From the entries, copy each line that includes "green".

**** Source material

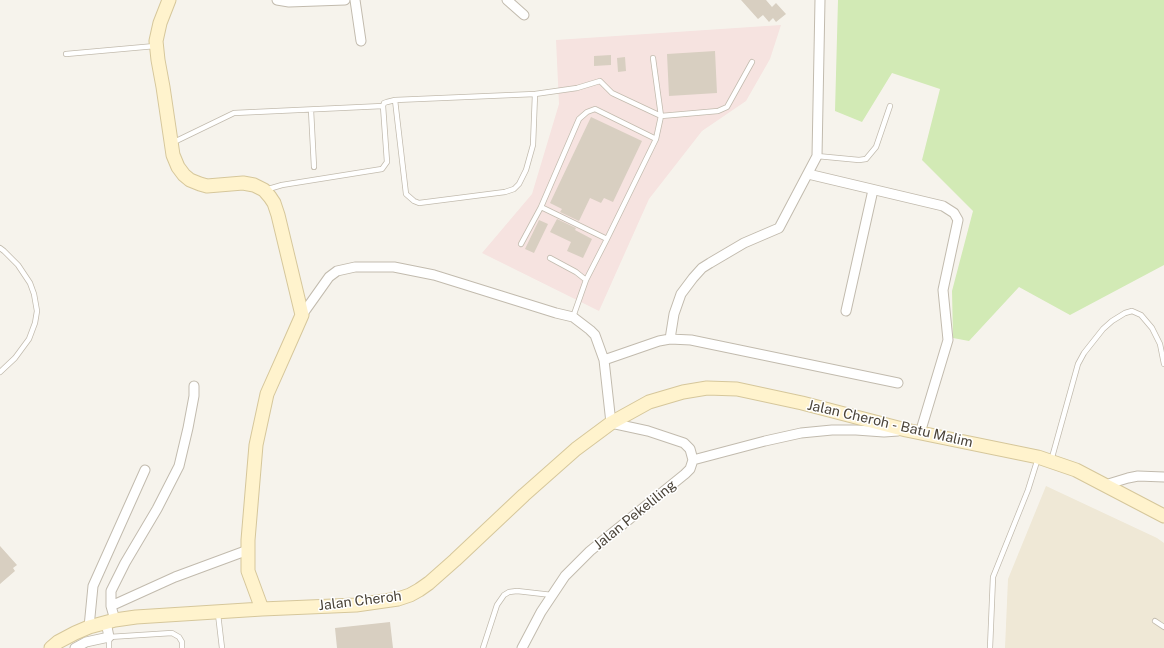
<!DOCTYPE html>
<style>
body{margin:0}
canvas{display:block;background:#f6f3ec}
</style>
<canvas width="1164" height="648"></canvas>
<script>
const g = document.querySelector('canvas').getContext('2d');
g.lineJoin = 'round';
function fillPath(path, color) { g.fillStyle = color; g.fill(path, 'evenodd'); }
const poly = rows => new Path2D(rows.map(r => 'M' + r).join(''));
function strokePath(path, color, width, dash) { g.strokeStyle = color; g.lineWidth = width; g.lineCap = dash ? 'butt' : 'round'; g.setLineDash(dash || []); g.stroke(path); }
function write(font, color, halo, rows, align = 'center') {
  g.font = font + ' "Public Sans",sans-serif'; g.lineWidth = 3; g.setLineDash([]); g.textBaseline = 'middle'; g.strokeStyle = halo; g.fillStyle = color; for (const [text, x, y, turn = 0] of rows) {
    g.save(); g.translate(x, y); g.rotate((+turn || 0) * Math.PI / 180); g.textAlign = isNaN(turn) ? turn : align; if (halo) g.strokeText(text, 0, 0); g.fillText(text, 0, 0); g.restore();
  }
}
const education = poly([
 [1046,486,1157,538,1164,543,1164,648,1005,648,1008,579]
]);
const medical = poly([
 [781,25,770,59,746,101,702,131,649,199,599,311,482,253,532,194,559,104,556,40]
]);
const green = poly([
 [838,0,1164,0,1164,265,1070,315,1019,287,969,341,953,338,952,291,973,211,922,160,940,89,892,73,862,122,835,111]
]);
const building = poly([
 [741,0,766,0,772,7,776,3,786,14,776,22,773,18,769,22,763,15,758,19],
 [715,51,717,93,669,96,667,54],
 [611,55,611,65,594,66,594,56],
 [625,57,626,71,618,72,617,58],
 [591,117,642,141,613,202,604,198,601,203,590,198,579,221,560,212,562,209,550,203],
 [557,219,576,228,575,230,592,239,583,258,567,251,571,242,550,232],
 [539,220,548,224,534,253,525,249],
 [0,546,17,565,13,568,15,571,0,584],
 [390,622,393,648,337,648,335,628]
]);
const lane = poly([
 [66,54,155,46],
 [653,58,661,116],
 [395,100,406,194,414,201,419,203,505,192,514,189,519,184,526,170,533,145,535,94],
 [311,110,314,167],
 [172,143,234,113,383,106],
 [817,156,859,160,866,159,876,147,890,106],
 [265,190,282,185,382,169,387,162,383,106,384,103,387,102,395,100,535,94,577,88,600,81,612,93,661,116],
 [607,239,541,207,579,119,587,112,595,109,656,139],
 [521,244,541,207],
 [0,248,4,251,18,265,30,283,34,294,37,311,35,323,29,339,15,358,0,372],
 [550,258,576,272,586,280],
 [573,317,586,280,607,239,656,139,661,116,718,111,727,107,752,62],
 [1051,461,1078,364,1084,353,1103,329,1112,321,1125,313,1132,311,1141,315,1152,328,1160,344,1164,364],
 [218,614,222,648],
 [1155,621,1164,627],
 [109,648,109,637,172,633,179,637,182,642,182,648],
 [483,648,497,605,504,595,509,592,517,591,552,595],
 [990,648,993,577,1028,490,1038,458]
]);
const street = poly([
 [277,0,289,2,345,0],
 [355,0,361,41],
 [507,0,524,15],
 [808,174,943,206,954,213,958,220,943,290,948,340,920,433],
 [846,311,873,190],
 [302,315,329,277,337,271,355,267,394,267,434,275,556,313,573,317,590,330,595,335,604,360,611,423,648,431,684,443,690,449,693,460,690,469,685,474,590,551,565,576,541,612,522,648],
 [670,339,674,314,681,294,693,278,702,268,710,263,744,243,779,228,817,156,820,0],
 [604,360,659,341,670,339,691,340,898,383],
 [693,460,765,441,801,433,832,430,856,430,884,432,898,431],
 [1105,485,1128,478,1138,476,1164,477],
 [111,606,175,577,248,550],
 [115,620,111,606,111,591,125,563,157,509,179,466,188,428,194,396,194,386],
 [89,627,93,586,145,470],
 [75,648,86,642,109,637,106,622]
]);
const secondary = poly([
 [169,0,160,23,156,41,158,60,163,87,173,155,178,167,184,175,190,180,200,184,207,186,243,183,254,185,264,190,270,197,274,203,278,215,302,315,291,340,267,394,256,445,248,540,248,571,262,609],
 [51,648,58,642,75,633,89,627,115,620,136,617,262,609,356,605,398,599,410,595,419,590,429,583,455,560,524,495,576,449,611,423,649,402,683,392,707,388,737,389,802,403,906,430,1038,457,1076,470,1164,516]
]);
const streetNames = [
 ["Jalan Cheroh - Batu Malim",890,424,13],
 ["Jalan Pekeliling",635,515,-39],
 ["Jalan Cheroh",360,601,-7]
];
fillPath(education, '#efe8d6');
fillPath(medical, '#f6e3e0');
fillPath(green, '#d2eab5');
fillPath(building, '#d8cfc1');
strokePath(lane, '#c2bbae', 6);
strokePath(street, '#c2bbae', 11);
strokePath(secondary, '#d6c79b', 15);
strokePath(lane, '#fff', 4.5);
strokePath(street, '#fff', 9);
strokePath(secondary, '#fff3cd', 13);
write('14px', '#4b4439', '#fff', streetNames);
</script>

********

◆ Solution to this exercise ◆
const green = poly([
fillPath(green, '#d2eab5');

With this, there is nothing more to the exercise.